O executivo recolhe o sorriso e diz que não se sente confortável para falar. “É um tema mais delicado, é um tema super politizado, e que tem mudado semanalmente. A verdade de hoje não é necessariamente a verdade de amanhã”, afirma ele.
A MP 1.300/2025, publicada em 21 de maio de 2025, foi complementada pela MP 1.304/2025, publicada em 11 de julho de 2025, e ambas têm um prazo máximo de quatro meses para serem votadas, ou perdem a validade. Há preocupações do setor produtivo sobre o impacto das medidas na conta de luz e na segurança jurídica do setor.
Há, ainda, um temor de que emendas e propostas apresentadas no Congresso durante a tramitação da MP possam desfigurar o texto original, introduzindo "jabutis" que não estejam diretamente relacionados ao tema, ou que elevem ainda mais os custos da energia para o consumidor.

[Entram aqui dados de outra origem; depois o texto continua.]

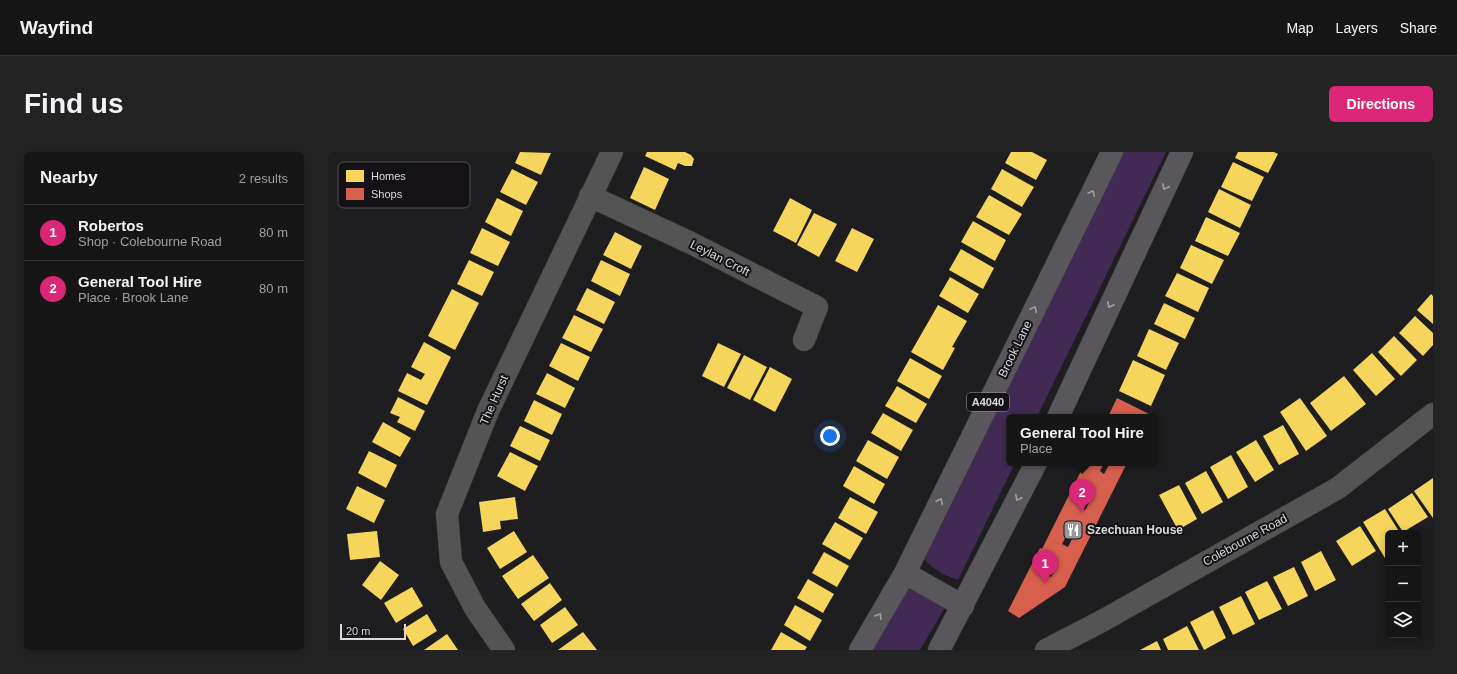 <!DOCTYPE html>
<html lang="en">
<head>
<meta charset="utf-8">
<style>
  :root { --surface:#161617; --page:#232324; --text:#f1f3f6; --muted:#9e9fa1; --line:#353536; --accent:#db2777 }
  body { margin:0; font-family:Helvetica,sans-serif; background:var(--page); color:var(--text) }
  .controls { position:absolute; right:12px; bottom:12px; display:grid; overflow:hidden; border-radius:6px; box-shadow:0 2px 10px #0003 }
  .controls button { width:36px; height:36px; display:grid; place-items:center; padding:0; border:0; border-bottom:1px solid var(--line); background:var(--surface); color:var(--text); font:20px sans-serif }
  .scale { position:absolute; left:12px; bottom:10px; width:66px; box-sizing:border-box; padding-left:4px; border:2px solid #dbd9dc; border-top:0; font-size:11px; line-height:14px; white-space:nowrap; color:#dbd9dc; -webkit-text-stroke:3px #141216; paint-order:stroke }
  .you { position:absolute; left:502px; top:284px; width:14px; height:14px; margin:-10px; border:3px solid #fff; border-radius:50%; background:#1a73e8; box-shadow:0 0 0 6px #1a73e833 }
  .badge { display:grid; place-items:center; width:26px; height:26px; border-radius:50%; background:var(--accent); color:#fff; font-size:13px; font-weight:700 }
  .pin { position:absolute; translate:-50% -33px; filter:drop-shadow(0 1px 2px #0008) }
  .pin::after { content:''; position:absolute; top:21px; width:14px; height:12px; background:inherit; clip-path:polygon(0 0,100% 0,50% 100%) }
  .popup { position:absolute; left:678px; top:262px; width:152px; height:52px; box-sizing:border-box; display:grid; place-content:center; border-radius:6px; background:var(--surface); filter:drop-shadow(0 1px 3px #0005); font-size:13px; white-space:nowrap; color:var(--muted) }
  .popup b { font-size:15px; color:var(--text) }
  .popup::after { content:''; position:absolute; left:50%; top:100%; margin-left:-8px; border:8px solid transparent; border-top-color:var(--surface) }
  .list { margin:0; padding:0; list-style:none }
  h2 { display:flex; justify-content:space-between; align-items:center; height:52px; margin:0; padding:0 16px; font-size:17px }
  h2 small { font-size:13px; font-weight:400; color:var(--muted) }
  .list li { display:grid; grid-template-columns:26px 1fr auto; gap:12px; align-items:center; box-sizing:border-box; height:56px; padding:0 16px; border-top:1px solid var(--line) }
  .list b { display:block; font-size:15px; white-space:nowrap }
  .list p { margin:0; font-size:13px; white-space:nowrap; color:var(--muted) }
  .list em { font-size:13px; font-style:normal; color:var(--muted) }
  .icon { flex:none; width:22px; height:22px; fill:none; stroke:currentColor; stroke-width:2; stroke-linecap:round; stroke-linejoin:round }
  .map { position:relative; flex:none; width:1105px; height:498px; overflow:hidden; border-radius:6px }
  header { display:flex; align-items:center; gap:24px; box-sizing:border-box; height:56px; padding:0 20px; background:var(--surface); border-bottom:1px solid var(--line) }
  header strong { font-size:19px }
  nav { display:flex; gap:22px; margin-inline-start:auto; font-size:14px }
  .intro { display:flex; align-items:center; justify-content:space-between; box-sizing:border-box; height:96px; padding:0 24px }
  h1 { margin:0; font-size:28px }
  .button { padding:10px 18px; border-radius:6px; background:var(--accent); color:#fff; font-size:14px; font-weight:700 }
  main { display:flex; gap:24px; padding:0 24px }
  aside { flex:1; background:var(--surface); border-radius:6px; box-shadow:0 2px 10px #0003 }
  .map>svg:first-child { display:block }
  .green { fill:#412b54 }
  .homes { fill:#f6d55c }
  .shops { fill:#d6604d; fill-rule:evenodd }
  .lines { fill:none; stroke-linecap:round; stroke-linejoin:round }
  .minor-casing { stroke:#3a393a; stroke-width:23 }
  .primary-casing { stroke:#3a393a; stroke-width:23 }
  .minor { stroke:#555455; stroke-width:22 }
  .primary { stroke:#5a575c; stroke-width:22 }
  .oneway { stroke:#a19ea2 }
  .labels { text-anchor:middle; stroke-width:4; stroke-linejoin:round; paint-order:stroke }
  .shield { fill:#141216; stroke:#9f9da1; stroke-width:1 }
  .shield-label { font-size:11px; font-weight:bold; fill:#dbd9dc }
  .street-label { font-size:12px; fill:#dbd9dc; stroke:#141216 }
  .poi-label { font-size:12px; font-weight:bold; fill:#dbd9dc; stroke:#141216; text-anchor:start }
  .key { fill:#141216; stroke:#504e51; stroke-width:1 }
  .key-label { font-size:11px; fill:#dbd9dc }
</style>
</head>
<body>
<header>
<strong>Wayfind</strong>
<nav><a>Map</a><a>Layers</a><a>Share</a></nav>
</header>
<div class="intro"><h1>Find us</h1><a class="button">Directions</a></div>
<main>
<aside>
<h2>Nearby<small>2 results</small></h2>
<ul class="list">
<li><span class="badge">1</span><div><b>Robertos</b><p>Shop · Colebourne Road</p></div><em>80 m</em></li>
<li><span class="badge">2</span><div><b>General Tool Hire</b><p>Place · Brook Lane</p></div><em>80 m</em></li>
</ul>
</aside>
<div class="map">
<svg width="1105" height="498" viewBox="0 0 1105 498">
  <rect width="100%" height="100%" fill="#1e1d1f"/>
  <path class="green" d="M794,0H838L709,265H681V311H687L630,428C616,423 606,418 595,406L698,200Z
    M578,432L619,452L592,498H541Z"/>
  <path class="homes" d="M192,0L223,1L213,23L187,11Z
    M319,0H357L363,3L366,7L364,14H357L350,11L347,18L317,4Z
    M683,0H704L719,8L708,28L677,11Z
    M910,0H946L950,2L940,21L907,6Z
    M905,10L936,25L924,49L893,35Z
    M316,15L341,27L327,58L302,46Z
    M184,17L210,30L198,53L172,40Z
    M674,17L706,35L694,55L663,37Z
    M891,37L923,53L912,76L880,60Z
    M661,43L694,62L681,83L648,65Z
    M169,46L195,59L183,84L157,70Z
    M462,46L484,58L468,91L445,79Z
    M486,61L509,72L491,105L469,93Z
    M878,65L912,81L900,104L867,89Z
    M645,69L678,88L667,109L633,90Z
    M154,76L182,90L170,114L142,101Z
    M524,76L546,87L529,120L507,109Z
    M287,80L314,94L303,117L275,103Z
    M863,93L896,108L884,132L852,116Z
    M633,97L666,116L655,137L621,118Z
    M141,108L166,120L154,144L129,132Z
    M273,108L302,122L292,144L263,129Z
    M849,121L881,136L870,160L837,144Z
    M622,125L651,142L640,161L611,144Z
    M259,136L287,150L276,172L248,158Z
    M124,137L151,151L127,198L100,184Z
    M1103,142L1105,144V172L1089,158Z
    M836,151L867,166L857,187L826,172Z
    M610,153L639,169L624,195L627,196L615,218L583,200Z
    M246,163L275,177L263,200L234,186Z
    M1087,164L1105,181V193L1095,204L1071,181Z
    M821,177L851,191L838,218L809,204Z
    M1066,184L1089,208L1073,224L1050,200Z
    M96,190L123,205L99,253L70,239L79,221L93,228L97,222L83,215Z
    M233,191L262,205L250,229L221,214Z
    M390,191L413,202L396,235L374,224Z
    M1044,201L1067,227L1048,244L1025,218Z
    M416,203L439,215L422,248L399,236Z
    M582,206L614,224L601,247L569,229Z
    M805,208L837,223L823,254L791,239Z
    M442,215L464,227L447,260L425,248Z
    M219,221L247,236L237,256L208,242Z
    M1016,224L1038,252L1003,279L982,251Z
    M569,234L599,252L588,271L557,254Z
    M70,245L97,259L87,279L69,270L72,265L62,261Z
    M972,246L999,284L978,299L952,260Z
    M206,248L234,262L224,283L196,269Z
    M555,261L585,278L573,299L543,281Z
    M55,270L83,286L72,305L44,290Z
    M955,273L971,302L951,313L935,284Z
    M192,274L222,288L212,309L182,294Z
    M540,288L571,305L559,327L528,309Z
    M928,288L946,318L927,330L908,300Z
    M41,299L69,313L58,336L30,321Z
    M182,300L210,314L197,339L169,324Z
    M903,303L920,335L900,347L882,315Z
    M526,314L557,332L546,352L515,334Z
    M878,319L895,350L874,362L857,331Z
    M1105,326V366L1086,339Z
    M851,333L869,367L850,378L831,343Z
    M29,334L57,348L46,371L18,357Z
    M1084,341L1100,365L1075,380L1060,357Z
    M187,345L190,367L172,369L173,377L155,380L151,350Z
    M522,345L550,360L538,382L510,366Z
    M1057,357L1072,381H1060V411L1035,370Z
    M507,370L535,386L522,408L494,392Z
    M1032,374L1048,399L1024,414L1008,389Z
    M49,379L52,405L22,408L19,382Z
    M186,379L199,400L172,417L159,396Z
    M993,399L1008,428L987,439L973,410Z
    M496,400L521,414L509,435L484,421Z
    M205,403L221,426L190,447L174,424Z
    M52,409L71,423L53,448L34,433Z
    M966,415L980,444L960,454L945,425Z
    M480,427L506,442L495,461L469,446Z
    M939,429L954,457L931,468L917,440Z
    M222,431L234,448L206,469L193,452Z
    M84,435L95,454L68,471L56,451Z
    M913,444L927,472L905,483L891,455Z
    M467,453L494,468L482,489L456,473Z
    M237,455L250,473L224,491L212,473Z
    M885,458L898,486L876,498L862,470Z
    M99,462L109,479L85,494L75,477Z
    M859,474L871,498H840L835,487Z
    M255,480L269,498H230Z
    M453,480L479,495L477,498H443Z
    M119,482L130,498H96Z
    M829,489L833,498H812Z"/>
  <path class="shops" d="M789,246L823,263L822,265H780Z
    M757,311H776L772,319L776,322L782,311H799L737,435L691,466L680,459L712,396L714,397ZM760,344L764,346L757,358L754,356ZM740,380L746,383L740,395L734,392ZM725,410L730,413L723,425L719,423Z"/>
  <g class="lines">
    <defs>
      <path id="minor" d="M262,44L363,91L489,155L476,188
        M176,498L147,456L123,410L119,362L160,259L284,0
        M718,498L774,469L1010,336L1105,262"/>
      <path id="primary" d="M730,265L854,0
        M577,421L635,454
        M532,498L577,421L784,0
        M611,498L708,311"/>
    </defs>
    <use href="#minor" class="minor-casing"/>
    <use href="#primary" class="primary-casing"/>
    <use href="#minor" class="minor"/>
    <use href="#primary" class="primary"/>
  </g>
  <defs><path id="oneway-chevron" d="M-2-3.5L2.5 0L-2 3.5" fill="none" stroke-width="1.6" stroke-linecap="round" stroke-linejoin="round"/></defs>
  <g class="oneway">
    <use href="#oneway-chevron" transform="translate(837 35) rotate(115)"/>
    <use href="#oneway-chevron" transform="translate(764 41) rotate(-64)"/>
    <use href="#oneway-chevron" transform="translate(782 153) rotate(115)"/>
    <use href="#oneway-chevron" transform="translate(706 157) rotate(-64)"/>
    <use href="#oneway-chevron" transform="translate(690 346) rotate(117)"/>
    <use href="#oneway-chevron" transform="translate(612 349) rotate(-64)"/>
    <use href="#oneway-chevron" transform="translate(551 464) rotate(-60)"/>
  </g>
  <defs>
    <symbol id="restaurant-square" viewBox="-11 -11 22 22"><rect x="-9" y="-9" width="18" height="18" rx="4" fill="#99979a" stroke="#141216"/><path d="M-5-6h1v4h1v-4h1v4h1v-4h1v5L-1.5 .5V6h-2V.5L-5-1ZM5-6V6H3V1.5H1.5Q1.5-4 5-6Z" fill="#fff"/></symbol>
  </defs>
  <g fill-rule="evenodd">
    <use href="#restaurant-square" x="734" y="367" width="22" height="22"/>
  </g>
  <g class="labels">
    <rect class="shield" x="639" y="241" width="42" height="18" rx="3"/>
    <g class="shield-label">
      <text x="660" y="254">A4040</text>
    </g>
    <g class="street-label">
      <text transform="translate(392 106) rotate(27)" y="4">Leylan Croft</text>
      <text transform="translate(687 197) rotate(-64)" y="4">Brook Lane</text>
      <text transform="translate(166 248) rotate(-66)" y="4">The Hurst</text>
      <text transform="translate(917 388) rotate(-29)" y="4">Colebourne Road</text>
    </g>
    <g class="poi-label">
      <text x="759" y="382">Szechuan House</text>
    </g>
  </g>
  <rect x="10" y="10" width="132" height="46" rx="6" class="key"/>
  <rect x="18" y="18" width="18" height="12" fill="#f6d55c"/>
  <rect x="18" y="36" width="18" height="12" fill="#d6604d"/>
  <g class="key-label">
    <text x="43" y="28">Homes</text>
    <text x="43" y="46">Shops</text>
  </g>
</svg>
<div class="controls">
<button>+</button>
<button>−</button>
<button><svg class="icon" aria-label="layers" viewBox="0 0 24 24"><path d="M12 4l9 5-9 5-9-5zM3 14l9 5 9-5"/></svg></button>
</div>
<div class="scale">20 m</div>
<div class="you"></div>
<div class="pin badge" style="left:717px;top:431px">1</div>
<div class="pin badge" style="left:754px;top:360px">2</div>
<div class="popup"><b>General Tool Hire</b>Place</div>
</div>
</main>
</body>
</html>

O executivo sugere, então, deixar o assunto para depois da aprovação das medidas. “Tem que deixar rolar um pouquinho para a gente observar o que vai acontecer. Quem sabe em setembro a gente pode voltar a falar disso, e aí falar do que efetivamente aconteceu, não ficar especulando sobre o que vai acontecer.”
As empresas do setor elétrico são historicamente consideradas boas pagadoras de dividendos, sendo frequentemente apontadas como uma classe de ativos defensiva e com previsibilidade de receita e fluxo de caixa estável. No caso da Auren Energia, a situação é um pouco mais complexa.
“A Auren sempre foi muito clara ao dizer que deveria ter a capacidade de crescer e, ao mesmo tempo, pagar dividendos, e que obviamente isso dependeria do ciclo que ela está vivendo”, afirma o executivo.
Segundo ele, de 2022 até 2024, a companhia pagou mais de R$ 3 bilhões em dividendos, quando estava em um momento de alavancagem mais baixa e sem nenhuma grande oportunidade no horizonte. Mas aí veio a aquisição da AES, no ano passado, e o ciclo mudou.
“É razoável imaginar que vamos pagar menos dividendo dentro desse período agora, até que a alavancagem volte, e a gente tenha uma nova discussão com os nossos acionistas sobre como vai ser o próximo ciclo.
Questionado se tem uma data em vista, o executivo desconversa. “O que a gente tem como política é o que fala a lei, que é 25% do lucro líquido. Foi o que a gente pagou no último ano, e é o que a gente vai olhar daqui para frente. Até voltar a alavancagem para níveis mais razoáveis. Aí a gente vai ter uma nova discussão para definir como vai ser o próximo ciclo.”
A ação AURE3 acumula valorização de cerca de 5% neste ano, revertendo parte das perdas de mais de 27% em 12 meses. O papel opera atualmente na casa dos R$ 9.
Ferreira diz que se preocupa com o valor das ações, mas com moderação. “Preço de ação é consequência de alguma coisa. Então, se fizermos bem feito o nosso trabalho, e entregarmos aquilo que estamos propondo, a ação volta”, pondera.
De nove recomendações de bancos e casas de análises, seis são de manutenção e três de compra. Uma das indicações de compra é da equipe do BTG Pactual, que vê a ação chegando a R$ 13,50 em 12 meses.